From 950ed807c3edf2c87f7fc2451cb6e7ffcce49784 Mon Sep 17 00:00:00 2001
From: Ben Luddy <bluddy@redhat.com>
Date: Thu, 24 Oct 2024 16:09:32 -0400
Subject: [PATCH] Wire CBOR CR storage behind test-only feature gate.

---
 .../pkg/cmd/server/options/options.go         |  23 ++-
 .../test/integration/cbor_test.go             | 137 ++++++++++++++++++
 2 files changed, 159 insertions(+), 1 deletion(-)

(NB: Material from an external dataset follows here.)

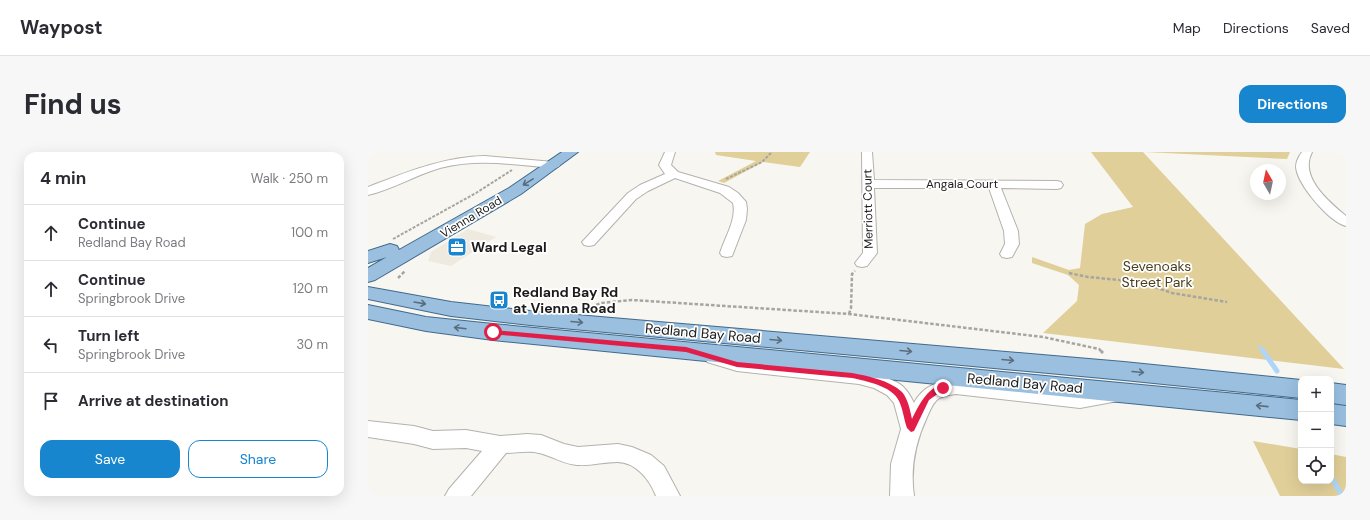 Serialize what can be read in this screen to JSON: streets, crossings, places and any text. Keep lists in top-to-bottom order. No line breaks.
{"streets":{"main road":["Vienna Road","Redland Bay Road"],"street":["Angala Court","Merriott Court"]},"crossings":[["Angala Court","Merriott Court"]],"parks":["Sevenoaks Street Park"],"places":{"office":["Ward Legal"],"bus stop":["Redland Bay Rd at Vienna Road"]},"north":"top","page":{"header":"Waypost","nav":["Map","Directions","Saved"],"buttons":["Directions",["Save","Share"]],"title":"Find us","heading":["4 min","Walk · 250 m"],"list":[["Continue","Redland Bay Road","100 m"],["Continue","Springbrook Drive","120 m"],["Turn left","Springbrook Drive","30 m"],"Arrive at destination"],"map_buttons":["+","−"]}} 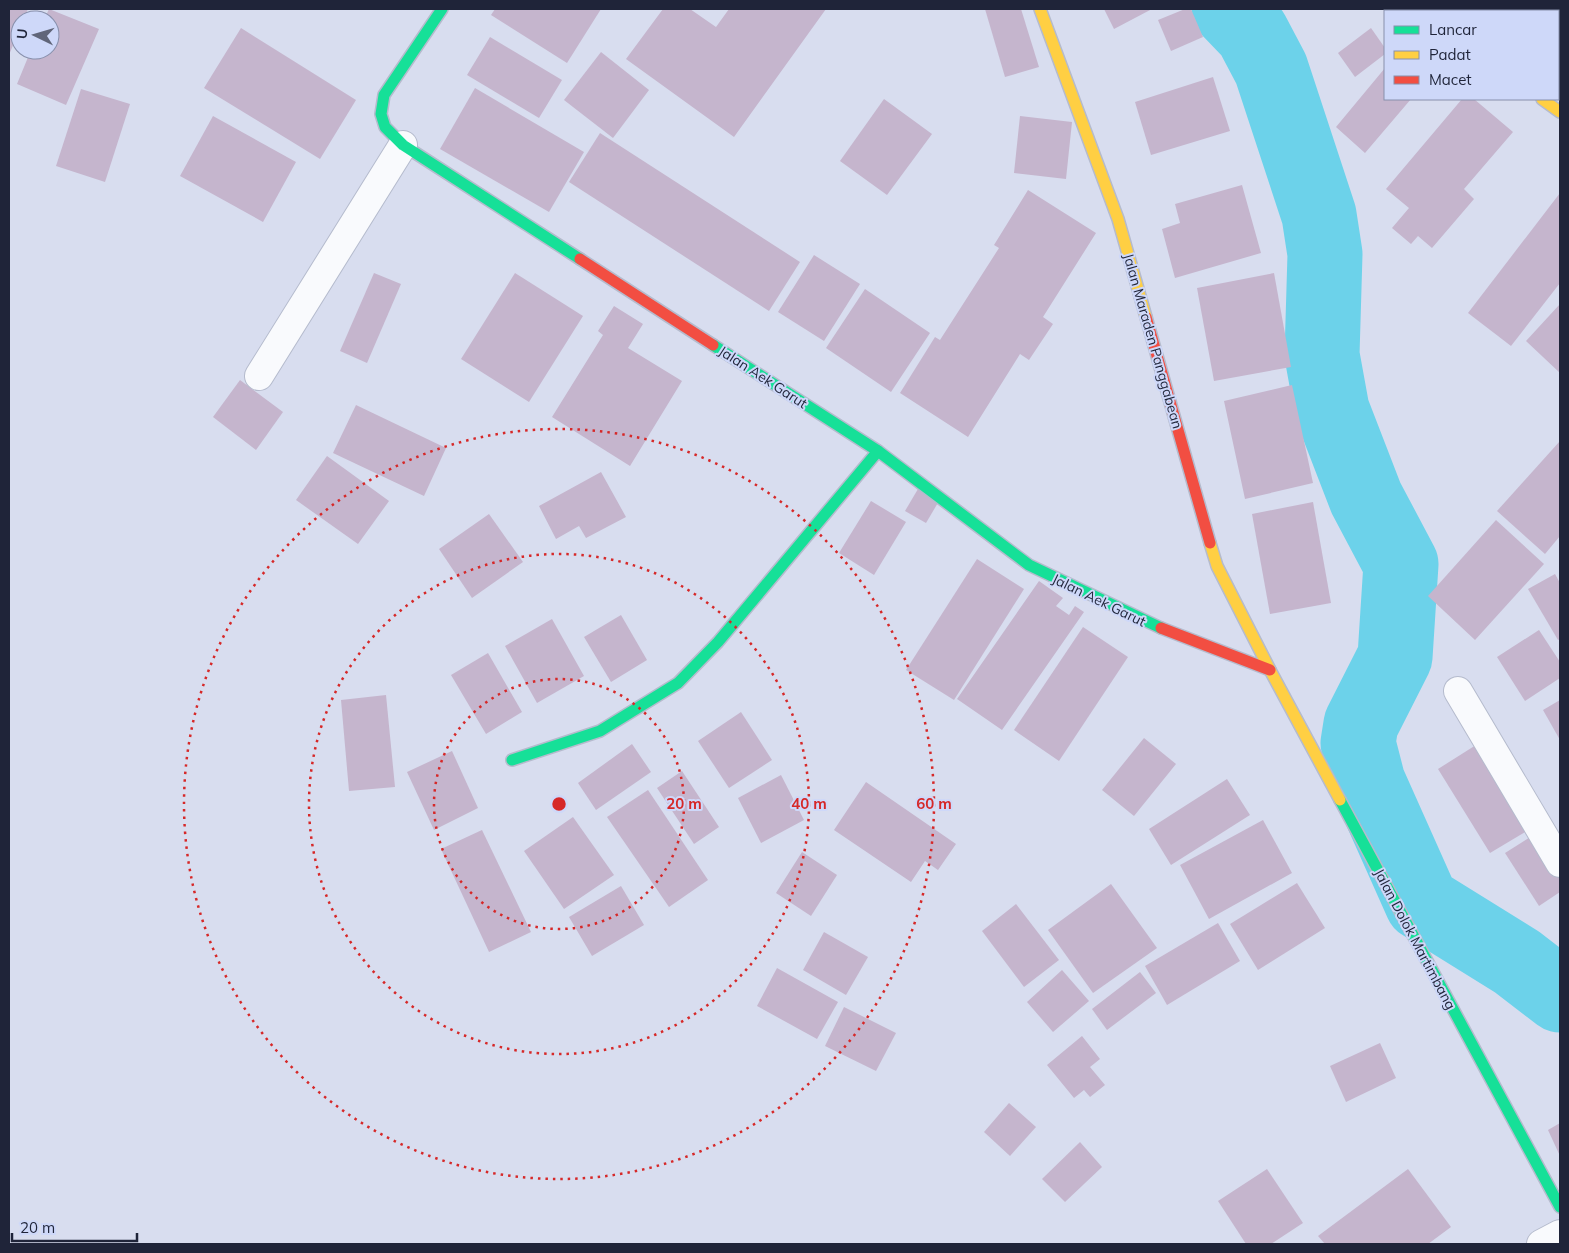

diff --git a/staging/src/k8s.io/apiextensions-apiserver/pkg/cmd/server/options/options.go b/staging/src/k8s.io/apiextensions-apiserver/pkg/cmd/server/options/options.go
index 8ceab525415..84ca33a3f31 100644
--- a/staging/src/k8s.io/apiextensions-apiserver/pkg/cmd/server/options/options.go
+++ b/staging/src/k8s.io/apiextensions-apiserver/pkg/cmd/server/options/options.go
@@ -30,12 +30,18 @@ import (
 	"k8s.io/apiextensions-apiserver/pkg/apiserver"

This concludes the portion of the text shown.